Entonces una noche, estos perros estaban atacando a la perra de mi vecina, ella cuenta que se sorprendido mucho que un perro atacara a una hembra.  Cuando ella, su esposo que no es cristiano, y su cuñado que tampoco lo es, salieron al rescate del animal,  quedaron horrorizados con la escena, este perro era alto y grande, y feroz y tenia la cabeza de otro perro, desprendida, dentro de su boca.  Cuando vieron que el otro perro atacaba a su perra, el cuñado sacó un machete y le hirio, y entonces el perro salió corriendo.

Al otro día, un guardia nocturno, les contó de dónde procedían los perros, y el cuñado de mi vecina, fue a exigir el dinero que habia gastado en el veterinario con su perra.  Cuenta la vecina, que su cuñado se sorprendió que el perro que allí estaba era la mitad de pequeño del que había visto esa noche, pero sabía que era ese porque tenía la herida que él le había hecho.

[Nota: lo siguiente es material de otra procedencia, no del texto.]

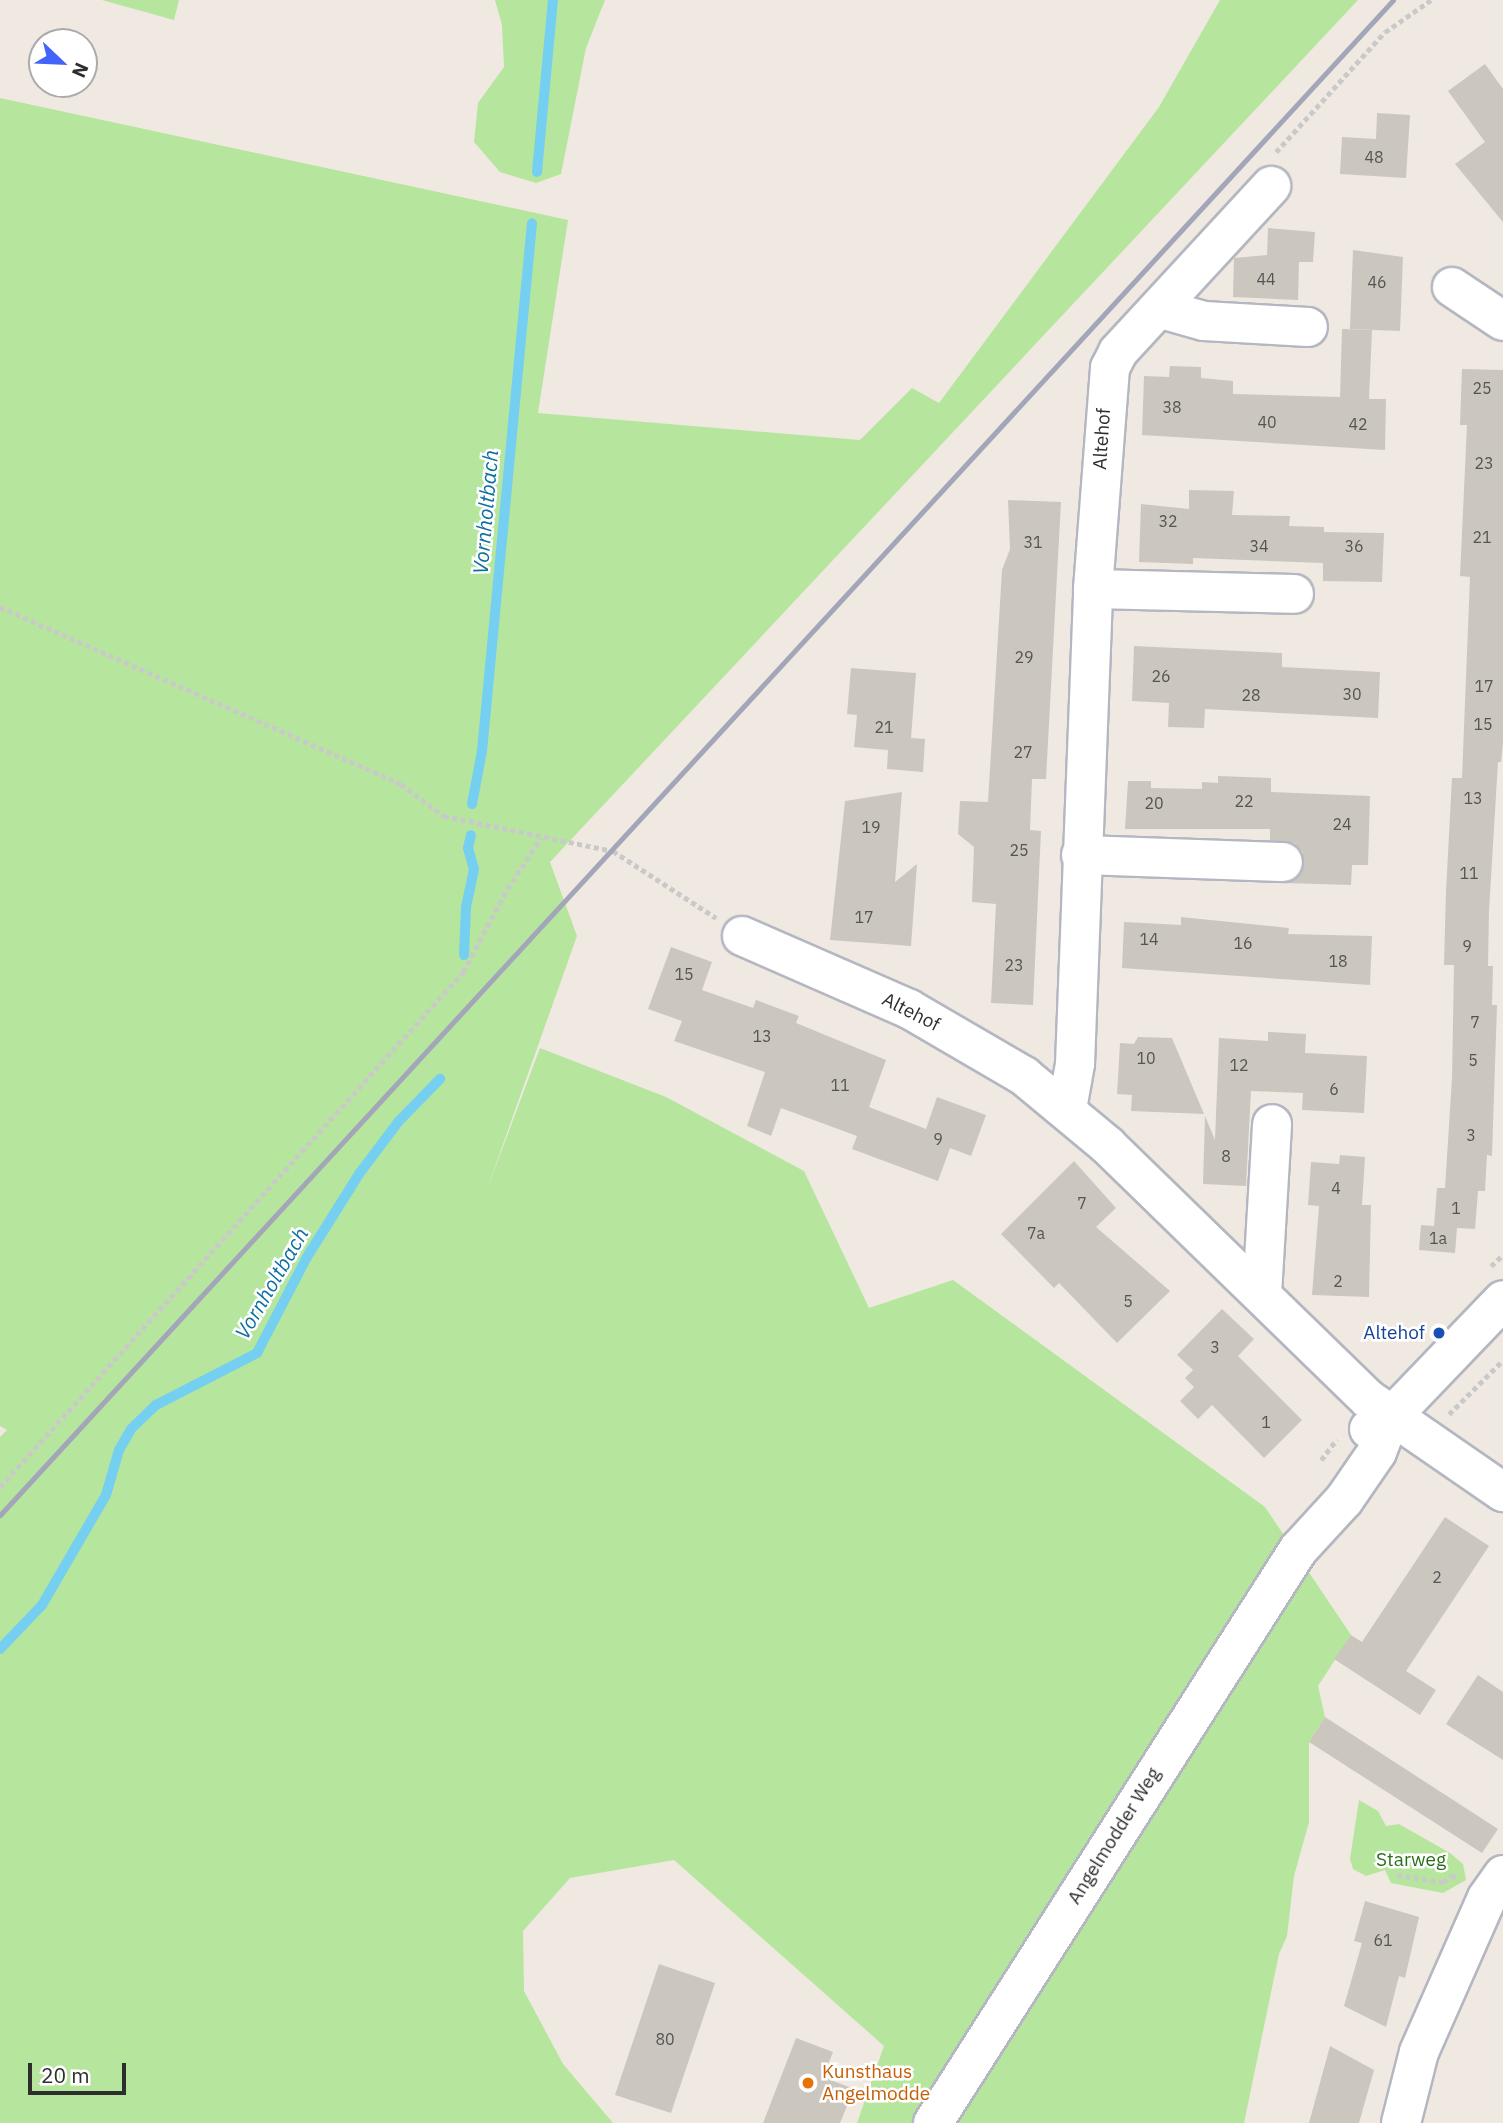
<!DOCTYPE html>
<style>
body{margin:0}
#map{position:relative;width:1503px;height:2123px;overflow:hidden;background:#efe9e1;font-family:"IBM Plex Sans",sans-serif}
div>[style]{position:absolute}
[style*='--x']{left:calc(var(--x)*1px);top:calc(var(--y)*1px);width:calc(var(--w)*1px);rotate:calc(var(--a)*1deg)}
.green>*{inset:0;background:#b6e59e}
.stream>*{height:10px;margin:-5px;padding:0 5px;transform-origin:5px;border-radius:5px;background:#75cff0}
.building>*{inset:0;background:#cbc7bf}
.path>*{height:4.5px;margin-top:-2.25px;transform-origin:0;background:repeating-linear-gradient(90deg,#c9c9c9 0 5px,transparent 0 8.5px)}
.roads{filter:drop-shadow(2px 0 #b4b7c1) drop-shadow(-2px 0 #b4b7c1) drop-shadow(0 2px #b4b7c1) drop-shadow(0 -2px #b4b7c1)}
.minor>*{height:38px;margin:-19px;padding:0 19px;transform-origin:19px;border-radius:19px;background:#fff}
.rail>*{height:5px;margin:-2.5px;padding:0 2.5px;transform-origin:2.5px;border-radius:2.5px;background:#a3a6b8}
.dots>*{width:19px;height:19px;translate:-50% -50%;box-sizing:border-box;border:4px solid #fff;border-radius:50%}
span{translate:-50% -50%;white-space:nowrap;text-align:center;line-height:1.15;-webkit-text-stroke:5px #fff;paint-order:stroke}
.number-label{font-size:16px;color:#555452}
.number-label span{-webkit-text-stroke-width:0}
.street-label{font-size:19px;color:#2e2e2e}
.transit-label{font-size:19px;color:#164399}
.right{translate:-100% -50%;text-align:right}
.park-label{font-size:19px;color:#2c6e1b}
.food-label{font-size:19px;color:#c56008}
.left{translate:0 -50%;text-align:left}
.water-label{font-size:21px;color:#0d6fa3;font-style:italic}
.north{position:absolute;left:28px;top:28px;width:70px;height:70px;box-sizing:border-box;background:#fff;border:2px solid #ababab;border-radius:50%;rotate:113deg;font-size:19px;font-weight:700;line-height:28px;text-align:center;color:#2e2e2e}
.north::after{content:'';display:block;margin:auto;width:24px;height:32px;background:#4264fb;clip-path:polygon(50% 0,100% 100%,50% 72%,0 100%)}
.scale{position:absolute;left:28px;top:2063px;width:98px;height:32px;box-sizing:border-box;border:4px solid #2e2e2e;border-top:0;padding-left:9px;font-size:21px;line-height:24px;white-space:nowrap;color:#2e2e2e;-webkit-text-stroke:5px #fff;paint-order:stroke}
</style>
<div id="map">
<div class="green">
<div style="clip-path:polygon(102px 0,179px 0,174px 20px)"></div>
<div style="clip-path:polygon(495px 0,605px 0,586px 48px,561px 174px,536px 183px,500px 172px,474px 142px,478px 103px,504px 67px,502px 25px)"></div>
<div style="clip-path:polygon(1220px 0,1358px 0,550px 862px,577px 936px,486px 1192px,540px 1048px,666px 1097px,804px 1171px,869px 1308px,953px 1280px,1265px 1507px,1351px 1635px,1318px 1686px,1325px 1717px,1309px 1742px,1309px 1822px,1294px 1876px,1287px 1936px,1279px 1954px,1244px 2123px,857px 2123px,884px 2046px,674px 1860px,570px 1878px,523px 1931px,524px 1991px,563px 2064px,613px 2123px,0 2123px,0 1437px,7px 1430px,0 1426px,0 98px,568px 220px,538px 413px,860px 440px,912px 388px,939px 403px,1159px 107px)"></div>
<div style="clip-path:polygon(1359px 1800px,1378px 1811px,1386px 1826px,1399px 1824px,1450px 1853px,1463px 1864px,1466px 1880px,1443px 1893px,1391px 1883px,1385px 1870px,1366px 1876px,1353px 1869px,1350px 1859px)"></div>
</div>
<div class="stream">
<div style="--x:537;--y:172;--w:173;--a:-84.7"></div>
<div style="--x:472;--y:804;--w:54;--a:-79.3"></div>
<div style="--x:482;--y:751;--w:530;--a:-84.59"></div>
<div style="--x:464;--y:955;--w:48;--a:-87.6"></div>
<div style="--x:466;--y:907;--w:39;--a:-78"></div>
<div style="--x:474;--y:869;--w:22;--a:-106"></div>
<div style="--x:468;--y:848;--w:13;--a:-77"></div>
<div style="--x:0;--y:1649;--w:61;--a:-46.3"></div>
<div style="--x:42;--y:1605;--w:127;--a:-59.8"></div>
<div style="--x:106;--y:1495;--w:47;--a:-73.9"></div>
<div style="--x:119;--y:1450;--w:24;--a:-60"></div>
<div style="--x:131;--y:1429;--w:35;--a:-44"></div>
<div style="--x:156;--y:1405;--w:114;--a:-27.2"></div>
<div style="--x:257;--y:1353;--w:108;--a:-62.5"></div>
<div style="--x:307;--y:1257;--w:98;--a:-57.9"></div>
<div style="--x:359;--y:1174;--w:66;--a:-53"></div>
<div style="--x:399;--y:1121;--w:59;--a:-45.7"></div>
</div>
<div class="building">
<div style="clip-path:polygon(1485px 64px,1503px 89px,1503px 222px,1455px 164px,1485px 142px,1448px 91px)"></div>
<div style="clip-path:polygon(1377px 113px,1410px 115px,1406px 178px,1340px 174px,1342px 137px,1376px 139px)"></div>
<div style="clip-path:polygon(1268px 228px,1315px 232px,1313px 262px,1299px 262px,1298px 300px,1233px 297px,1234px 258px,1267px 255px)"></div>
<div style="clip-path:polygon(1353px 250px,1403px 257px,1400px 331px,1350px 329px)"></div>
<div style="clip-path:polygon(1342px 329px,1372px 330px,1369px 399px,1386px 399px,1385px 450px,1142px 435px,1144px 376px,1169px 377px,1170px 366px,1201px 367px,1201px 378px,1233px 381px,1233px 394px,1340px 397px)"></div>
<div style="clip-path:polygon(1462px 369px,1503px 370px,1503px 742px,1501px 762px,1498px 762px,1489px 911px,1488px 966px,1493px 966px,1492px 1005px,1497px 1005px,1492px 1156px,1487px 1155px,1485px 1191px,1478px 1191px,1475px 1229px,1457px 1228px,1455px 1253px,1419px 1250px,1421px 1225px,1434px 1226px,1437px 1188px,1445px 1188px,1452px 1078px,1454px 965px,1444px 965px,1446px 891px,1452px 778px,1462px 778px,1470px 577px,1460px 576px,1467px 425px,1460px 425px)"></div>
<div style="clip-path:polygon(1189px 490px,1234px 491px,1232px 515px,1290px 516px,1289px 526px,1324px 527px,1324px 532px,1384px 533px,1382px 582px,1323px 581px,1323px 563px,1193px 558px,1193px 564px,1139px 562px,1141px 504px,1189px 509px)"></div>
<div style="clip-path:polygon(1008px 500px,1061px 502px,1046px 779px,1032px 779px,1030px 830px,1041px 831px,1033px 1005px,991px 1003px,996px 904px,972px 902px,974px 847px,958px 834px,960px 801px,988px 802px,1002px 570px,1010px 549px)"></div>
<div style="clip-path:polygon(1134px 646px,1282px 653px,1282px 667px,1380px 672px,1378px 718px,1205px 709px,1204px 728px,1168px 727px,1169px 703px,1132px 701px)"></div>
<div style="clip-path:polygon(851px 668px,916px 673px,911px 738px,925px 739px,923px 772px,887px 769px,888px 750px,854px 747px,857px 715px,847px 714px)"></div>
<div style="clip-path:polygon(1218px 776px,1271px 778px,1271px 792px,1370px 796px,1368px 865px,1352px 865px,1351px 885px,1286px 883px,1302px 873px,1303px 852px,1294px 843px,1270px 840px,1270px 829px,1125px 829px,1128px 781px,1151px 781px,1151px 788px,1202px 789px,1202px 782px,1218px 783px)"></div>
<div style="clip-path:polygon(902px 792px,895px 882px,917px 864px,911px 946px,830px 940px,845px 801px)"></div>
<div style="clip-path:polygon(1181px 917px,1289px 928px,1288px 934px,1372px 936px,1370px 985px,1122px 968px,1124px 922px,1181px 925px)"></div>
<div style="clip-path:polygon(671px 947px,712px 962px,702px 990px,753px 1008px,756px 1000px,799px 1016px,796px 1023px,886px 1060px,869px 1107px,926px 1129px,937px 1097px,986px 1115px,971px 1156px,950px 1148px,938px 1181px,852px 1149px,857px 1136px,781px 1108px,771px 1136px,747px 1126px,765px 1072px,674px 1041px,682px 1021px,648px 1009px)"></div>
<div style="clip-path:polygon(1268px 1032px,1306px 1034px,1305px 1053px,1367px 1056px,1364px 1113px,1302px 1110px,1303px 1093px,1251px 1091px,1246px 1186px,1203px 1184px,1205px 1116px,1215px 1140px,1219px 1038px,1268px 1041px)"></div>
<div style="clip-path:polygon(1138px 1037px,1172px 1038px,1204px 1114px,1131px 1111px,1132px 1095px,1117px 1094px,1120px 1043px,1134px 1044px)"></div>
<div style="clip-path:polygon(1340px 1155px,1365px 1157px,1362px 1205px,1371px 1205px,1369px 1297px,1312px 1295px,1319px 1206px,1308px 1205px,1311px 1162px,1339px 1164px)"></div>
<div style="clip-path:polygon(1074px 1161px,1116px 1208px,1096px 1227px,1170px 1291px,1117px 1343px,1059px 1283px,1054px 1288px,1001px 1234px)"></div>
<div style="clip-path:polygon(1222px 1309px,1254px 1339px,1238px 1356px,1302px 1420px,1264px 1458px,1212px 1405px,1198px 1419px,1180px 1401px,1194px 1387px,1185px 1378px,1193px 1370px,1177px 1355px)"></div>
<div style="clip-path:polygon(1445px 1517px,1489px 1546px,1406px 1671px,1436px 1690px,1420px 1715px,1334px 1659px,1351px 1635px,1362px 1642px)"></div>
<div style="clip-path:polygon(1478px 1675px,1503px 1692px,1503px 1760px,1446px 1724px)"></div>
<div style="clip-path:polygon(1325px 1717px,1498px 1829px,1482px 1853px,1309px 1742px)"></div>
<div style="clip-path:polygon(1365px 1901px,1419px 1917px,1405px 1978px,1399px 1976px,1386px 2027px,1344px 2006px,1362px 1943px,1354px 1941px)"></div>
<div style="clip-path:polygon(659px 1964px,715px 1983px,671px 2113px,615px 2095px)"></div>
<div style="clip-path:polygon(796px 2038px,833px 2052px,823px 2077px,854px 2089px,840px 2123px,763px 2123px)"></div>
<div style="clip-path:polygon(1330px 2046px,1374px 2070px,1359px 2123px,1309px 2123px)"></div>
</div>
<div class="path">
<div style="--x:1276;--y:152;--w:162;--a:-47.8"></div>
<div style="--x:1385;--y:32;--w:56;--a:-34.8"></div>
<div style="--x:0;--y:607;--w:438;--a:23.8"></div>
<div style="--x:401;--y:784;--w:54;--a:36.7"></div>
<div style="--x:444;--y:816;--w:173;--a:11.7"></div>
<div style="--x:613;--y:851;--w:123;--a:33"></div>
<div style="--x:1491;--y:1266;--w:16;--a:-43"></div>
<div style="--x:1449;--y:1414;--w:76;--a:-45"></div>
<div style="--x:1321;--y:1460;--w:26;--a:-53"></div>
<div style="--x:0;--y:1487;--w:693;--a:-48.04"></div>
<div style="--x:463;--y:972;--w:94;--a:-62.1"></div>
<div style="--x:507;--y:889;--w:61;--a:-56.3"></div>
<div style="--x:1397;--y:1875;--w:47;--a:8.7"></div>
<div style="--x:1443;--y:1882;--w:11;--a:-38"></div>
<div style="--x:1452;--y:1875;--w:7;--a:27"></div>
</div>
<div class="roads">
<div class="minor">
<div style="--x:1452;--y:287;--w:61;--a:33.7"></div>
<div style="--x:1161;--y:309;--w:45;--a:15.6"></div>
<div style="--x:1204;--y:321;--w:104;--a:3.3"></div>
<div style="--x:1093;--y:589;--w:201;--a:1.4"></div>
<div style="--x:1081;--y:855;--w:202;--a:2"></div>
<div style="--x:742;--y:936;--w:182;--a:23.6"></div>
<div style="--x:909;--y:1009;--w:133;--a:30.2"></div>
<div style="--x:1024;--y:1076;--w:108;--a:39.7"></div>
<div style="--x:1107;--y:1145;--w:364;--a:44.2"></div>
<div style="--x:1368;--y:1399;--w:164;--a:34.6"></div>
<div style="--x:1067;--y:1109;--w:46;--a:-79.9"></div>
<div style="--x:1075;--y:1064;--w:475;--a:-87.8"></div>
<div style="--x:1093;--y:589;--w:222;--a:-85.6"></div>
<div style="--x:1110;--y:368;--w:18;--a:-63"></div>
<div style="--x:1118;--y:352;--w:226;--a:-47.3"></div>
<div style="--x:1262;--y:1294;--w:170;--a:-86.6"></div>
<div style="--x:1369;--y:1429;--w:24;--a:-28"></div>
<div style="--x:1390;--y:1418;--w:163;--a:-46.2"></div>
<div style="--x:933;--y:2123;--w:679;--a:-57.5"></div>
<div style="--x:1298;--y:1550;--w:68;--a:-47.4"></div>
<div style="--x:1344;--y:1500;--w:58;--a:-55.5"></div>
<div style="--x:1377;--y:1452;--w:36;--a:-69"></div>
<div style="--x:1401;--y:2123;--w:73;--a:-75.8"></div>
<div style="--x:1419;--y:2052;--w:168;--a:-66.2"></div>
<div style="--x:1487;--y:1898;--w:28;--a:-55"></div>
</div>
</div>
<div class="rail">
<div style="--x:0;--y:1515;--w:2058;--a:-47.4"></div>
</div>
<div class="dots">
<div style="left:1439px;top:1333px;background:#1a4fb4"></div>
<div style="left:808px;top:2083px;background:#e8710a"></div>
</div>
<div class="number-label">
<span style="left:1374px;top:157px">48</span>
<span style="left:1266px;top:279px">44</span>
<span style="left:1377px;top:282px">46</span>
<span style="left:1482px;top:388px">25</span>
<span style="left:1172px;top:407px">38</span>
<span style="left:1267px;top:422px">40</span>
<span style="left:1358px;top:424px">42</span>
<span style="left:1484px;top:463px">23</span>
<span style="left:1168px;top:521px">32</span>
<span style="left:1482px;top:537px">21</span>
<span style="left:1033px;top:542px">31</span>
<span style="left:1259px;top:546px">34</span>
<span style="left:1354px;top:546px">36</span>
<span style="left:1024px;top:657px">29</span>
<span style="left:1161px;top:676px">26</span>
<span style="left:1484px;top:686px">17</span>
<span style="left:1352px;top:694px">30</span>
<span style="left:1251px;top:695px">28</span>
<span style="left:1483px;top:724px">15</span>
<span style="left:884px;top:727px">21</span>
<span style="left:1023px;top:752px">27</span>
<span style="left:1473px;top:798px">13</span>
<span style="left:1244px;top:801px">22</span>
<span style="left:1154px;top:803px">20</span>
<span style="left:1342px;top:824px">24</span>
<span style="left:871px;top:827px">19</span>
<span style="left:1019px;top:850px">25</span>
<span style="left:1469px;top:873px">11</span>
<span style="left:864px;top:917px">17</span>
<span style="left:1149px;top:939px">14</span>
<span style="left:1243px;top:943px">16</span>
<span style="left:1467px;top:946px">9</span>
<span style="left:1338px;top:961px">18</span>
<span style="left:1014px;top:965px">23</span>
<span style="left:684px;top:974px">15</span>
<span style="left:1475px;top:1022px">7</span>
<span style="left:762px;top:1036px">13</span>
<span style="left:1146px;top:1058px">10</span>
<span style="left:1473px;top:1060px">5</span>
<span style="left:1239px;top:1065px">12</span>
<span style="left:840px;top:1085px">11</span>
<span style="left:1334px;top:1089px">6</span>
<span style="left:1471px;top:1135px">3</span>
<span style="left:938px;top:1139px">9</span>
<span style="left:1226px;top:1156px">8</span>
<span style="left:1336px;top:1188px">4</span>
<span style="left:1082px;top:1203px">7</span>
<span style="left:1456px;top:1208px">1</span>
<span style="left:1036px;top:1233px">7a</span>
<span style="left:1438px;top:1238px">1a</span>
<span style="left:1338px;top:1281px">2</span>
<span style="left:1128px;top:1301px">5</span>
<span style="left:1215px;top:1347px">3</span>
<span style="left:1266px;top:1422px">1</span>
<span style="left:1437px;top:1577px">2</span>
<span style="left:1383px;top:1940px">61</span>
<span style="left:665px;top:2039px">80</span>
</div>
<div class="street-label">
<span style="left:1102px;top:439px;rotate:-86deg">Altehof</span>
<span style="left:911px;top:1012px;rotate:27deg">Altehof</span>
<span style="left:1114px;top:1836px;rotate:-58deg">Angelmodder Weg</span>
</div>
<div class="transit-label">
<span class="right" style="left:1425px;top:1333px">Altehof</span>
</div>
<div class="park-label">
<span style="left:1411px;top:1860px">Starweg</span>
</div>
<div class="food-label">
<span class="left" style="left:822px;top:2083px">Kunsthaus<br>Angelmodde</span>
</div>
<div class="water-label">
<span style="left:485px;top:512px;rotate:-85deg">Vornholtbach</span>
<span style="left:271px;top:1283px;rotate:-60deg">Vornholtbach</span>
</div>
<div class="north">N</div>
<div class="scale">20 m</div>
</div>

La vecina cuenta que sin duda, esto no era algo normal, ella misma sentia una presencia horrorosa ahí, y esa noche se puso de rodillas y empezo a reprender en el nombre de Jesús y fue así que esos perros se marcharon.

Mi tía, mi vecina y yo, tenemos la impresión que pudiese tratarse de algo diábolico, o más especificamente lo que se le dice Vacas, que son demonios con formas de animales o algo así…

Bueno quería compartir con ustedes a ver que me dicen, que piensan, han visto algo parecido?